I'm kind of suprised but happy to report I have not had to clean out any dead fry the last two days, I hope it stays that way a little while or forever lol ( I can dream cant I)


----------



## dramaqueen (Jul 7, 2008)

I'm glad you haven't had any more dead fry for the last few days. I hope everything goes well for your babies.


----------



## HD4life (Jun 4, 2011)

Its day 6, still none dead and everyone is showing big white bellies from the micro worms now, in a few more days I want to introduce bbs for the larger fry, add a little more variety.


----------



## dramaqueen (Jul 7, 2008)

I'm glad they're doing well.


----------



## HD4life (Jun 4, 2011)

I seperated a few smaller fry into a floating container, they can get a concentrated feeding there and better monitor them. One dead today, I'm definately thinking less than 12 dead the first week is awesome,:-D I just hope I can keep it that way.


----------



## dramaqueen (Jul 7, 2008)

I hope so, too.


----------



## HD4life (Jun 4, 2011)

Most fry are doubled in size since the free swimming stage but there are a few fairly small ones. I sucked out a few dead today but still counted 122 fry!!


----------



## Creat (Dec 6, 2010)

Thats awesome! I am excited to see them. Can you get any pics?


----------



## HD4life (Jun 4, 2011)

I can't get good pics yet my camera sucks, I think I want a new one. When I bought it I specifically asked about the micro settings and they totally deceived me grr. Anyway I was able to start short videos, ( my video camera can see them but my photo camera can't!?) so I will post a link to YouTube soon.


----------



## HD4life (Jun 4, 2011)

Fry at 12 days old.


----------



## Creat (Dec 6, 2010)

Ha ha they look all adventurous


----------



## HD4life (Jun 4, 2011)

Officially 2 weeks old now  really growing and seeing the tail on most babies. Everyone keeps a big belly and swims really well so I guess they are doing pretty good. I got my grow out tank yesterday too so we are setting up.


----------



## Smr2892 (May 17, 2011)

So cute! Glad to see how well they're doing! And so many of them! Yay!


----------



## HD4life (Jun 4, 2011)

Babies have they're grow out tank now. It was all set up and running for 3 days before I placed about 30 of the largest fry in a divided section. They have been it it a few hours and still doing really well, exept they can fit through the screen :-? Thankfully no one is on the other side, but Im sure a few more days they wont be able to, so I will just round everyone up again.


----------



## HD4life (Jun 4, 2011)

As far as I can tell moving to the grow out hasn't fazed anyone one bit so now all 112 fry are in they're new home.  I'm hoping to see more growth soon, most of them have evened out though, not a bunch small and a bunch of them large.


----------



## Smr2892 (May 17, 2011)

Their grow out tank is beautiful! <3
I can't wait to see baby pictures. SO excited!!


----------



## bettalover2033 (Feb 17, 2010)

Wow ANOTHER spawn! this is really great! So many fry are going to be offered to this forum in a couple of months.

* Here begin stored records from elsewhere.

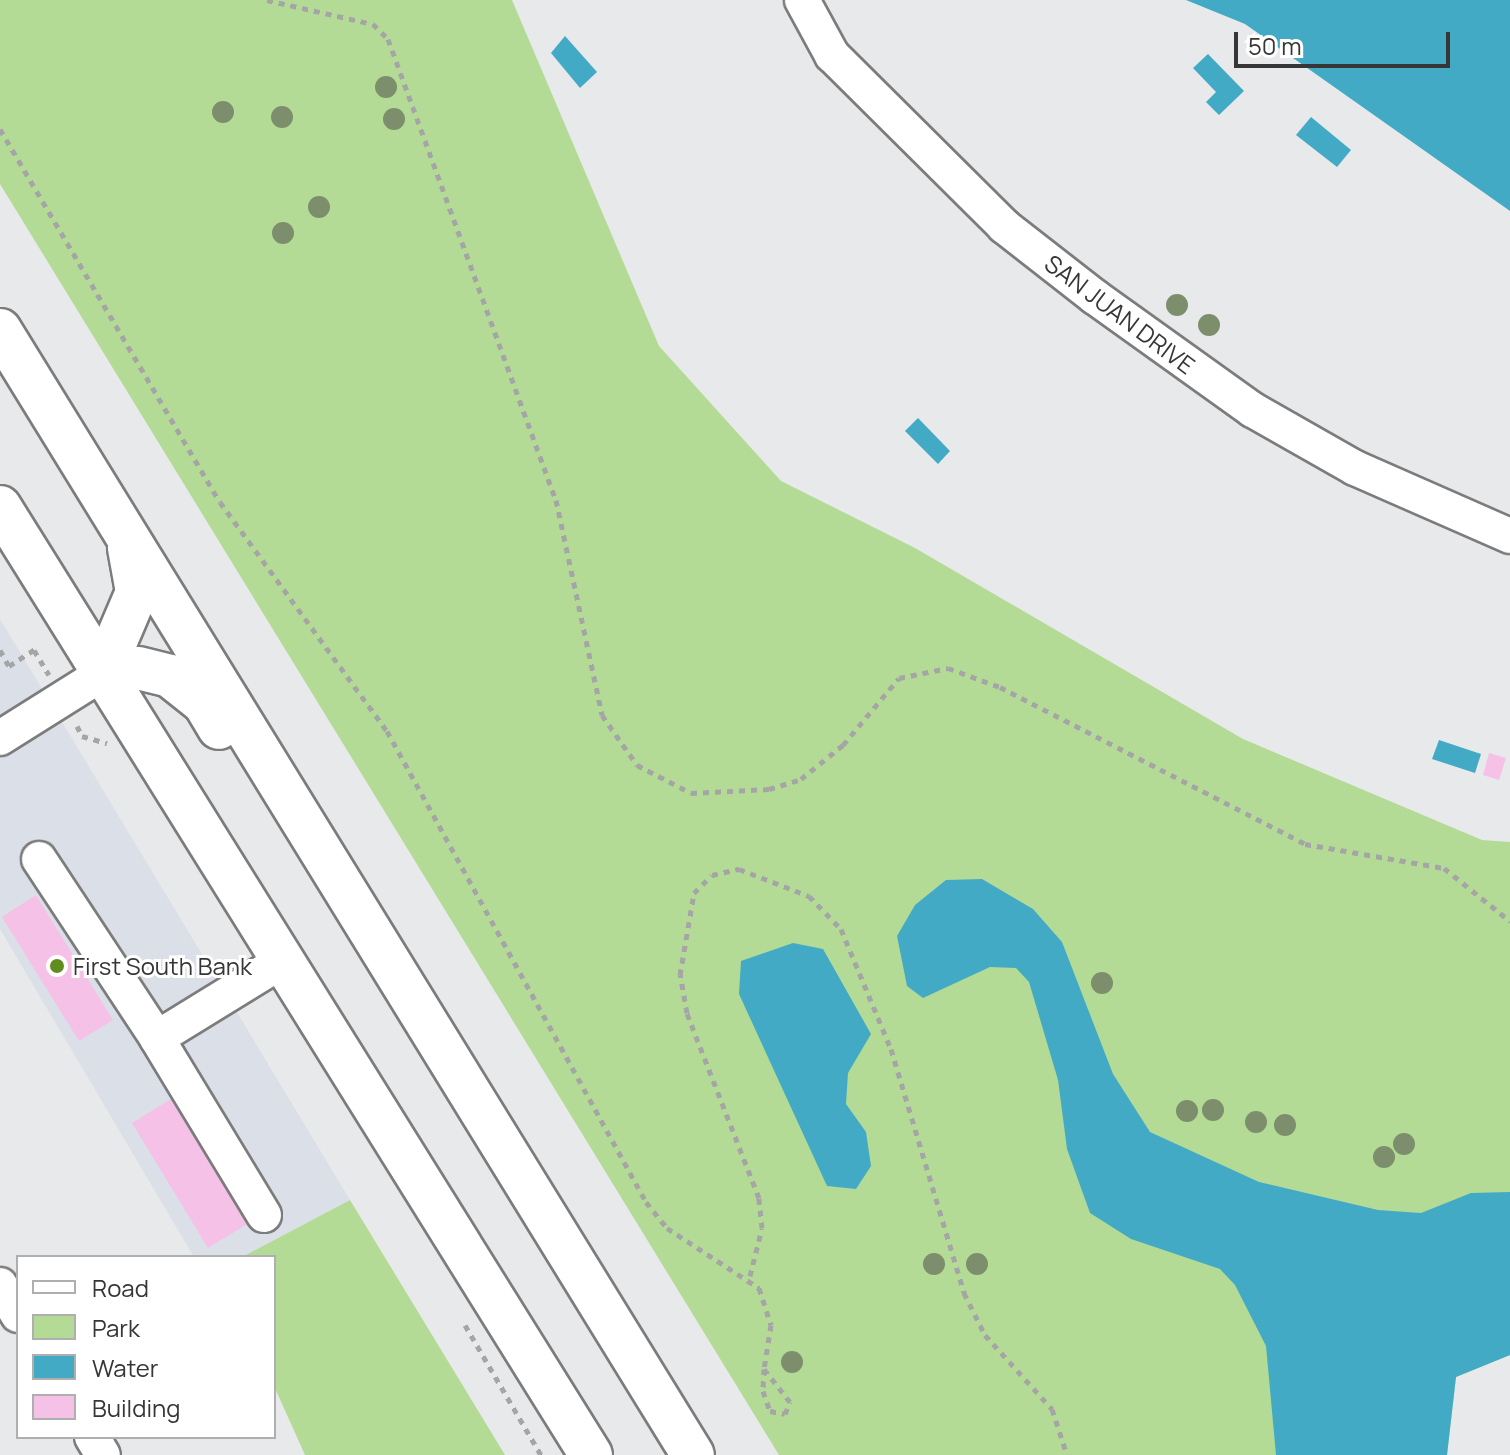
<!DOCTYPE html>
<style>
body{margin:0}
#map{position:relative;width:1510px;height:1455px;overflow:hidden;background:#e8e9ea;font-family:Manrope,sans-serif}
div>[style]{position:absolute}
.built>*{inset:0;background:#dbdfe7}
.green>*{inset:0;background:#b3db96}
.water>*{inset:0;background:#43aac6}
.building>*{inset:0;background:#f6c1e6}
.path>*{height:5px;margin-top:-2.5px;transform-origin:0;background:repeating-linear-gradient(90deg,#a5a5a6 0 6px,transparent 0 12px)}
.roads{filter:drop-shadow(2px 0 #7c7c7d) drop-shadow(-2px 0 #7c7c7d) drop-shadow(0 2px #7c7c7d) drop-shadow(0 -2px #7c7c7d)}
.minor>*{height:34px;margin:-17px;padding:0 17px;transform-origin:17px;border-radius:17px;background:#fff}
.major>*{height:42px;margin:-21px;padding:0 21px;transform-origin:21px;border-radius:21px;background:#fff}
.trees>*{width:22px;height:22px;margin:-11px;border-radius:50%;background:#7d8e6c}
.dots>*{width:22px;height:22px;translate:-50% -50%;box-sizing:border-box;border:4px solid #fff;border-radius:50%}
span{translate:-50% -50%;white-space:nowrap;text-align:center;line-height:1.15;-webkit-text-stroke:6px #fff;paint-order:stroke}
.street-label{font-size:24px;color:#363636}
.poi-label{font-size:24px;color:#363636}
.left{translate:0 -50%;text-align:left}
.legend{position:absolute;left:16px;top:1255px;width:260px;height:184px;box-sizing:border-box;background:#fff;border:2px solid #afafaf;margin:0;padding:10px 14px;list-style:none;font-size:24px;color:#363636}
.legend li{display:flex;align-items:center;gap:16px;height:40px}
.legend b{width:40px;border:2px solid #afafaf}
.scale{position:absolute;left:1234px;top:32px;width:216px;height:36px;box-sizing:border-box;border:4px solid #363636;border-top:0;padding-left:10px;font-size:24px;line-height:28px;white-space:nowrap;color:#363636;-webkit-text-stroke:6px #fff;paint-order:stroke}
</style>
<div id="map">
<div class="built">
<div style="clip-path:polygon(0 619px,350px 1200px,242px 1257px,194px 1257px,0 929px)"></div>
</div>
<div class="green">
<div style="clip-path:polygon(0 0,512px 0,659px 346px,781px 481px,915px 548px,1243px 739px,1482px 840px,1510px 842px,1510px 1355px,1456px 1377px,1447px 1455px,779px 1455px,0 184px)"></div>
<div style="clip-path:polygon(350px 1200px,505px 1455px,305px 1455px,274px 1386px,274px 1257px,242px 1257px)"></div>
</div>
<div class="water">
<div style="clip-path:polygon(1186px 0,1510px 0,1510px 211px,1245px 24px)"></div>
<div style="clip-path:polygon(565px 36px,597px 72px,580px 88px,551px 53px)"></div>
<div style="clip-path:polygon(1208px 54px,1244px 91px,1219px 115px,1206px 102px,1216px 92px,1193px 68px)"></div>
<div style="clip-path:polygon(1311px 117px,1351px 150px,1337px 167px,1296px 135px)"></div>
<div style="clip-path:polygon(918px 418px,950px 451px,938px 464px,905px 431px)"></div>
<div style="clip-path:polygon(1439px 740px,1481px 754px,1475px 773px,1432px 759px)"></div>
<div style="clip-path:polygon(982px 879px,1033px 909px,1062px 942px,1113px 1074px,1150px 1132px,1259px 1182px,1378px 1210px,1421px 1213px,1471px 1193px,1510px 1192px,1510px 1355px,1456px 1377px,1447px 1455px,1276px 1455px,1266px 1346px,1235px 1285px,1220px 1269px,1131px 1239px,1090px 1213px,1067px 1149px,1058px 1080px,1029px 982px,1016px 968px,990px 967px,923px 998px,907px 986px,897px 936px,915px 905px,946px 880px)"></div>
<div style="clip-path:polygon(793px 943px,823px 949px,871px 1034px,848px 1073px,846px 1104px,866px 1132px,871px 1166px,856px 1189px,827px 1186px,739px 994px,741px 961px)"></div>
</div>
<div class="building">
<div style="clip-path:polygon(1489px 753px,1506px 758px,1499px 780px,1483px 775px)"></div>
<div style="clip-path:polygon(36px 895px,113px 1020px,79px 1041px,2px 917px)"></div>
<div style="clip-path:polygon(171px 1099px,249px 1223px,208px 1248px,132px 1123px)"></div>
</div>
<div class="path">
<div style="left:267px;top:0;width:109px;rotate:12.8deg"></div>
<div style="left:373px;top:24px;width:21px;rotate:45deg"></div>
<div style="left:388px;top:39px;width:491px;rotate:70deg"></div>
<div style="left:556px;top:500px;width:220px;rotate:77.9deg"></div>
<div style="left:602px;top:715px;width:61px;rotate:55deg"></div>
<div style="left:637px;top:765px;width:61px;rotate:27.4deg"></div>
<div style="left:691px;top:793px;width:78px;rotate:-2.9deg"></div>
<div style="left:769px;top:789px;width:34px;rotate:-17deg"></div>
<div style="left:801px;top:779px;width:54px;rotate:-39deg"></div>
<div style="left:843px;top:745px;width:87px;rotate:-50.1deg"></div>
<div style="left:899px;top:678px;width:50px;rotate:-11.5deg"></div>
<div style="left:948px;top:668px;width:55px;rotate:20.1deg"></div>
<div style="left:1000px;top:687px;width:343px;rotate:27.2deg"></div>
<div style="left:1305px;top:844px;width:141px;rotate:9.8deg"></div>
<div style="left:1444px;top:868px;width:85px;rotate:38.8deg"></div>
<div style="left:0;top:129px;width:433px;rotate:59.5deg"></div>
<div style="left:220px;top:502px;width:283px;rotate:53.9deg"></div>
<div style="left:387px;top:731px;width:538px;rotate:61.19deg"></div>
<div style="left:646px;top:1202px;width:33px;rotate:51deg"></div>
<div style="left:667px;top:1228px;width:110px;rotate:33.1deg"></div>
<div style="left:759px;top:1288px;width:39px;rotate:72deg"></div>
<div style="left:771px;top:1325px;width:45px;rotate:99deg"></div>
<div style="left:764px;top:1369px;width:22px;rotate:93deg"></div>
<div style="left:763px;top:1391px;width:21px;rotate:71deg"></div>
<div style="left:770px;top:1411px;width:15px;rotate:11deg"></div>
<div style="left:785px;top:1414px;width:13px;rotate:-67deg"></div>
<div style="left:790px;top:1402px;width:42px;rotate:-128.2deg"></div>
<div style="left:0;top:650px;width:18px;rotate:61deg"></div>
<div style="left:9px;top:666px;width:30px;rotate:-33deg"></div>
<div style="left:34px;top:650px;width:29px;rotate:59deg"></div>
<div style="left:77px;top:726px;width:11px;rotate:63deg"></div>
<div style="left:82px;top:736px;width:26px;rotate:16deg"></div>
<div style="left:750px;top:1276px;width:49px;rotate:-76deg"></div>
<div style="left:762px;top:1228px;width:30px;rotate:-96deg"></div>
<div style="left:759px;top:1198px;width:199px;rotate:-111.3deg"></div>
<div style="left:687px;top:1013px;width:39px;rotate:-100deg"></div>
<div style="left:680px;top:975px;width:83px;rotate:-80.3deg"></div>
<div style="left:694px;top:893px;width:25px;rotate:-45deg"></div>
<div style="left:712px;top:875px;width:28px;rotate:-13deg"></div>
<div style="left:739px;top:869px;width:75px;rotate:21.1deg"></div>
<div style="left:809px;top:896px;width:46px;rotate:45.9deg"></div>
<div style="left:841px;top:929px;width:130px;rotate:67.4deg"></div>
<div style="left:891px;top:1049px;width:255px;rotate:73.3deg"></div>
<div style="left:964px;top:1293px;width:47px;rotate:63.4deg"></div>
<div style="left:985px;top:1335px;width:100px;rotate:47.8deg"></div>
<div style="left:1052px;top:1409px;width:48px;rotate:71.9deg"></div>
<div style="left:465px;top:1325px;width:151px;rotate:59.7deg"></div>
</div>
<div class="roads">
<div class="minor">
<div style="left:802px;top:0;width:63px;rotate:61.4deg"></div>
<div style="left:832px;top:55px;width:243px;rotate:44.8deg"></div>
<div style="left:1004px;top:226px;width:115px;rotate:38deg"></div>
<div style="left:1095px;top:297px;width:194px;rotate:35.6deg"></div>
<div style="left:1253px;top:410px;width:117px;rotate:29.6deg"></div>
<div style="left:1355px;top:468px;width:169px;rotate:23.7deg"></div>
<div style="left:0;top:738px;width:120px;rotate:-32.1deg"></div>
<div style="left:39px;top:859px;width:214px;rotate:56.6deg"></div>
<div style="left:264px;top:1215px;width:207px;rotate:-121.2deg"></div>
<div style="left:157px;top:1038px;width:147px;rotate:-31.6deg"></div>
<div style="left:0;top:1285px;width:35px;rotate:59deg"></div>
<div style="left:92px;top:1437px;width:21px;rotate:59deg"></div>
</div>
<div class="major">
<div style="left:0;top:330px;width:1321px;rotate:58.37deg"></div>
<div style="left:0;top:507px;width:1117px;rotate:58.06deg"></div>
<div style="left:102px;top:674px;width:36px;rotate:-9deg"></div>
<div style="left:138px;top:668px;width:33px;rotate:14deg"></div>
<div style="left:170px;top:676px;width:43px;rotate:38.5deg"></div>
<div style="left:204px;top:703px;width:29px;rotate:59deg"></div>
<div style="left:102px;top:674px;width:89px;rotate:-66.9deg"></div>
<div style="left:137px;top:592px;width:45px;rotate:-100.3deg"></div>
</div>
</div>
<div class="trees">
<div style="left:386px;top:87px"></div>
<div style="left:223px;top:112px"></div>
<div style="left:282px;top:117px"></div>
<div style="left:394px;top:119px"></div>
<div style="left:319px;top:207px"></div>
<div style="left:283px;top:233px"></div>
<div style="left:1177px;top:305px"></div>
<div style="left:1209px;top:325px"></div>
<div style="left:1102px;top:983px"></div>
<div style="left:1213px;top:1110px"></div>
<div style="left:1187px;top:1111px"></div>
<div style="left:1256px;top:1122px"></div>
<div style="left:1285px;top:1125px"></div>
<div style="left:1404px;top:1144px"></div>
<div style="left:1384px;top:1157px"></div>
<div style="left:934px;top:1264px"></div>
<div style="left:977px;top:1264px"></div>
<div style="left:792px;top:1362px"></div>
</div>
<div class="dots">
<div style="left:57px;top:966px;background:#618d1f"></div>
</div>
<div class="street-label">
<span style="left:1120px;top:314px;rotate:37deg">SAN JUAN DRIVE</span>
</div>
<div class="poi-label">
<span class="left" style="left:73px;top:966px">First South Bank</span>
</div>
<ul class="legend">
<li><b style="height:10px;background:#fff"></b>Road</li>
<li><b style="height:22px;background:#b3db96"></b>Park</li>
<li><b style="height:22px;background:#43aac6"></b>Water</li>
<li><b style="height:22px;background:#f6c1e6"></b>Building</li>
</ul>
<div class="scale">50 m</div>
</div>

Is he a Halfmoon? And what is she?


----------



## HD4life (Jun 4, 2011)

This was the first spawn a VT And CT cross, I have a younger spawn as well as future breeding plans. I'm excited too, still no color yet but you can see dorsal fins now.


----------



## bettalover2033 (Feb 17, 2010)

Cool little dots swimming around lol.


----------



## dramaqueen (Jul 7, 2008)

112 fry? Wow!! lol


----------



## copperarabian (Apr 27, 2011)

that's so cool


----------



## HD4life (Jun 4, 2011)

I took a 3 day vaca and left my hubby in charge of feeding, as far as I can tell most fry fared well and grew a ton just in 3 days! I can see everyone's tail, anal and dorsal pretty clear now but still no color at 3 1/2 weeks old. I can count 50 at any given time so Im thinking there are at least 75.


----------



## bettalover2033 (Feb 17, 2010)

Pictures of them


----------



## bettaloverforever16 (Jan 14, 2011)

Totally wanna see pics of them.


----------



## HD4life (Jun 4, 2011)

Still no color :-( but everyone is growing well, I have about 25 fry left at 4 1/2 weeks old. I would have had more but I had placed a male on the other side of my tank divider who I thought was blind, but he proved me wrong by eating my fry :shock:


----------



## mernincrazy8525 (Feb 28, 2011)

awww sorry about that! that must suck. so how many did he eat?


----------



## HD4life (Jun 4, 2011)

Probably 25 or more, he had Been in the tank a week before I knew he was eating them.


----------



## Creat (Dec 6, 2010)

o.0 well at least he isnt that blind sorry for the male eating some of them sheesh but good look on the rest !


----------



## HD4life (Jun 4, 2011)

*update pics*

not the greatest but you can see they are getting darker and more fish like  5 weeks old now.


----------



## bettalover2033 (Feb 17, 2010)

You should take a video of the little guys.

Oh and Gals lol.


----------